Since I became a parent, I have found myself feeling nostalgic and reflective about my childhood through a different lens. I’ve noticed that my parents asked me a lot of questions as I grew up. This probably contributed to my choice of career where I spend a big portion of my week asking questions. Specifically, I endeavor to ask as many open questions as possible. Open questions can take a conversation many places, closed questions can tend to shut the possibilities of a conversation down.

 

I could ask more questions though. What would it look like if we all asked more questions? Here are a couple of ideas:

 

Think about what it is like when someone asks you a question about who you are. What are you passionate about? What are your hopes and visions for your future? Or even, what is your favourite music and why?

 

My experience of that is, “Wow, there is another human being that finds me interesting enough to ask me more about me”. I can feel valued and interesting when someone asks me a question. In a parenting context, we can let our kids know that they are valuable, interesting and worth knowing about by asking them questions.

 

My counselling supervisor asks me questions regularly that I don’t know how to answer straight away.
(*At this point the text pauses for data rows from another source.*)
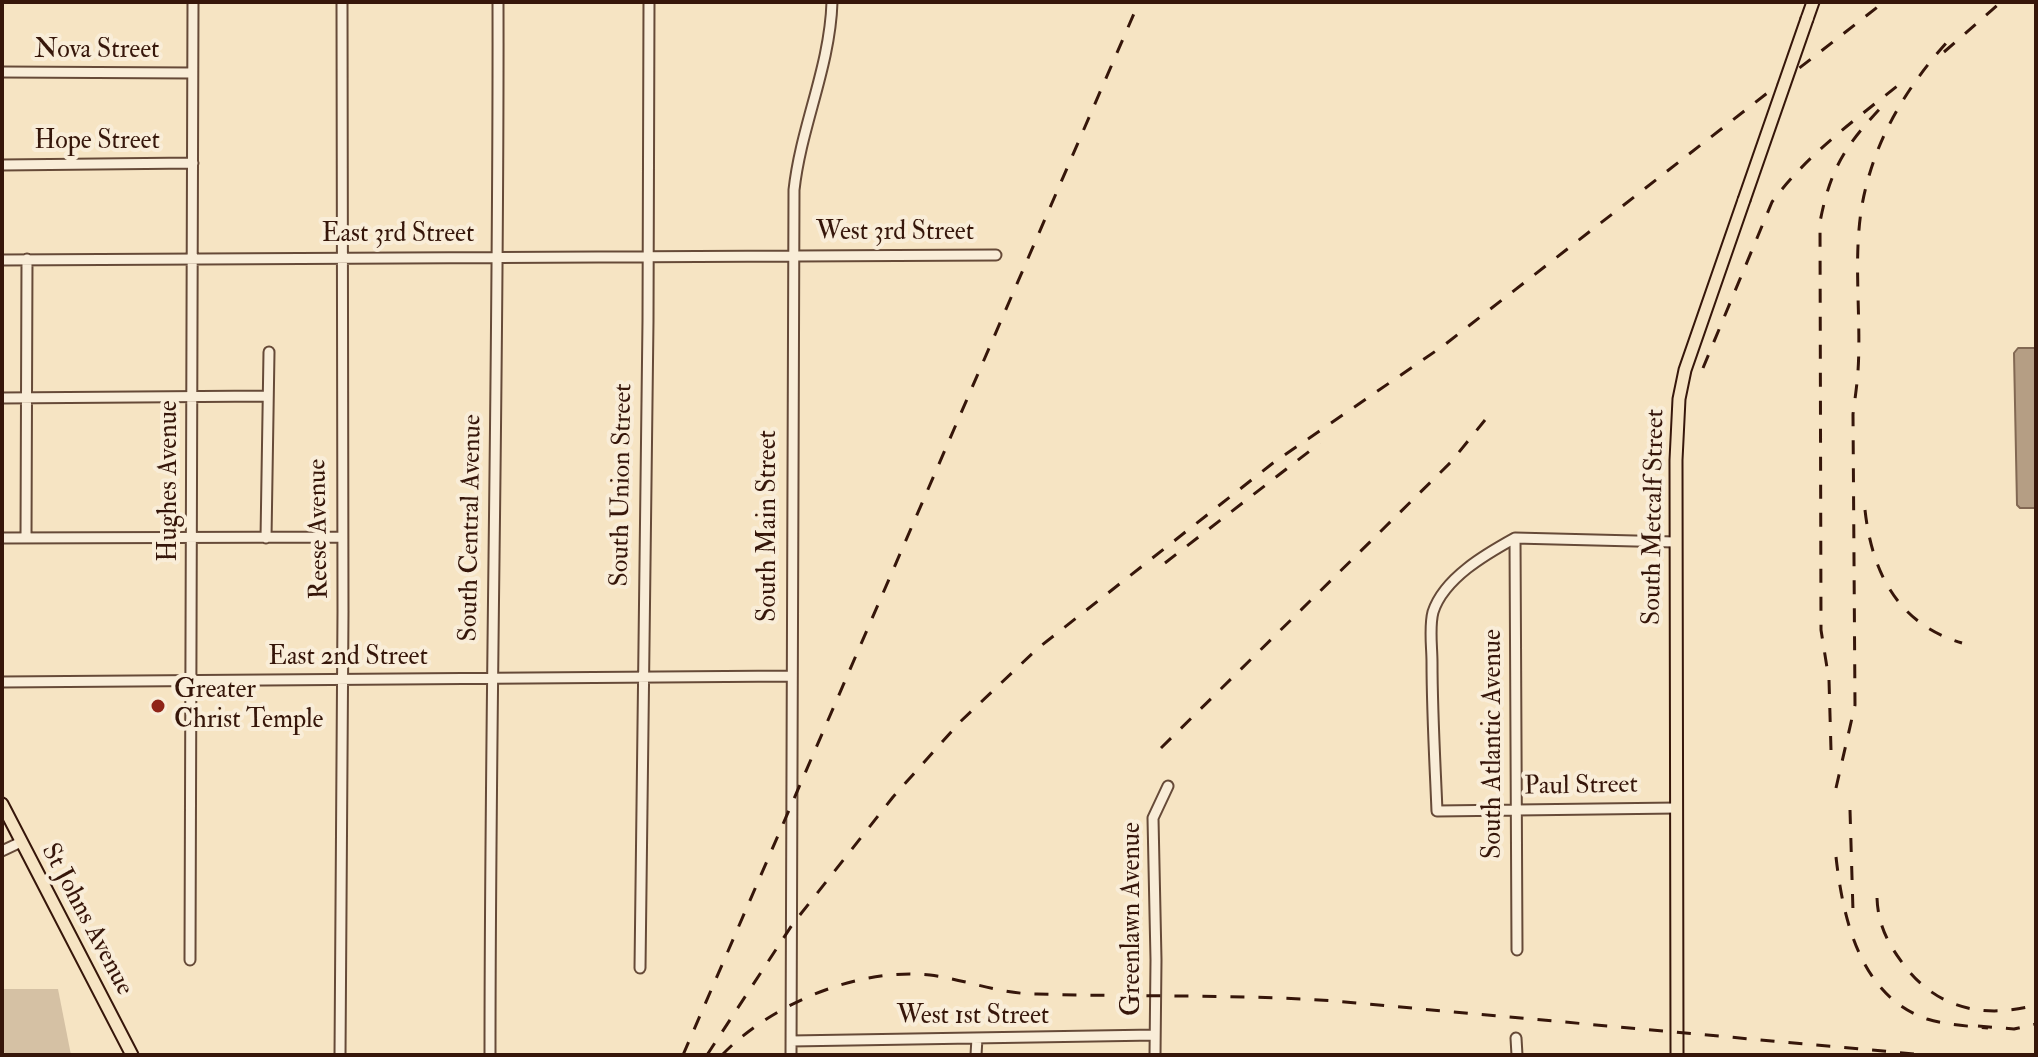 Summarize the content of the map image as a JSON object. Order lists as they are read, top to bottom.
{
  "streets": {
    "main road": ["South Metcalf Street", "St Johns Avenue"],
    "street": [
      "Nova Street",
      "Hope Street",
      "West 3rd Street",
      "East 3rd Street",
      "Hughes Avenue",
      "South Union Street",
      "South Main Street",
      "South Central Avenue",
      "Reese Avenue",
      "East 2nd Street",
      "South Atlantic Avenue",
      "Paul Street",
      "Greenlawn Avenue",
      "West 1st Street"
    ]
  },
  "crossings": [
    ["Nova Street", "Hughes Avenue"],
    ["Hope Street", "Hughes Avenue"],
    ["West 3rd Street", "East 3rd Street"],
    ["West 3rd Street", "South Main Street"],
    ["East 3rd Street", "Hughes Avenue"],
    ["East 3rd Street", "South Union Street"],
    ["East 3rd Street", "South Main Street"],
    ["East 3rd Street", "South Central Avenue"],
    ["East 3rd Street", "Reese Avenue"],
    ["Hughes Avenue", "East 2nd Street"],
    ["South Union Street", "East 2nd Street"],
    ["South Metcalf Street", "Paul Street"],
    ["South Main Street", "East 2nd Street"],
    ["South Main Street", "West 1st Street"],
    ["South Central Avenue", "East 2nd Street"],
    ["Reese Avenue", "East 2nd Street"],
    ["South Atlantic Avenue", "Paul Street"],
    ["Greenlawn Avenue", "West 1st Street"]
  ],
  "places": ["Greater Christ Temple"]
}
I can learn about myself when someone asks me a question. What are the implications of this in regards to how we relate to our kids? When we ask our kids questions, they can understand themselves more.

 

If I ask questions and I am truly open to listening, I can learn so much about others. There is an infinite amount of learning we can do with our kids because they are always evolving, progressing and changing (and we are too!). I have heard through the years a reoccurring theme from different students, “my parents still treat me the way that I used to be”. How can we be intentional about understanding how our kids change? I rang my Dad as I was preparing this column and he shared some wisdom with me. “Children change quickly, so parents have to change quickly too – we can try to rein them in or we can EXPLORE different avenues and FREE them.” Can asking our kids questions contribute to strengthening our relationship with them? What is the cost of not staying updated to the latest changes in our kids?

 

Hearing someone else’s perspective helps shape my own. I find myself regularly learning about myself from hearing others. What can we learn from our kids?

 

This is a small intersection of a large conversation. What are some other benefits of asking questions? What would it be like to experiment with asking more questions?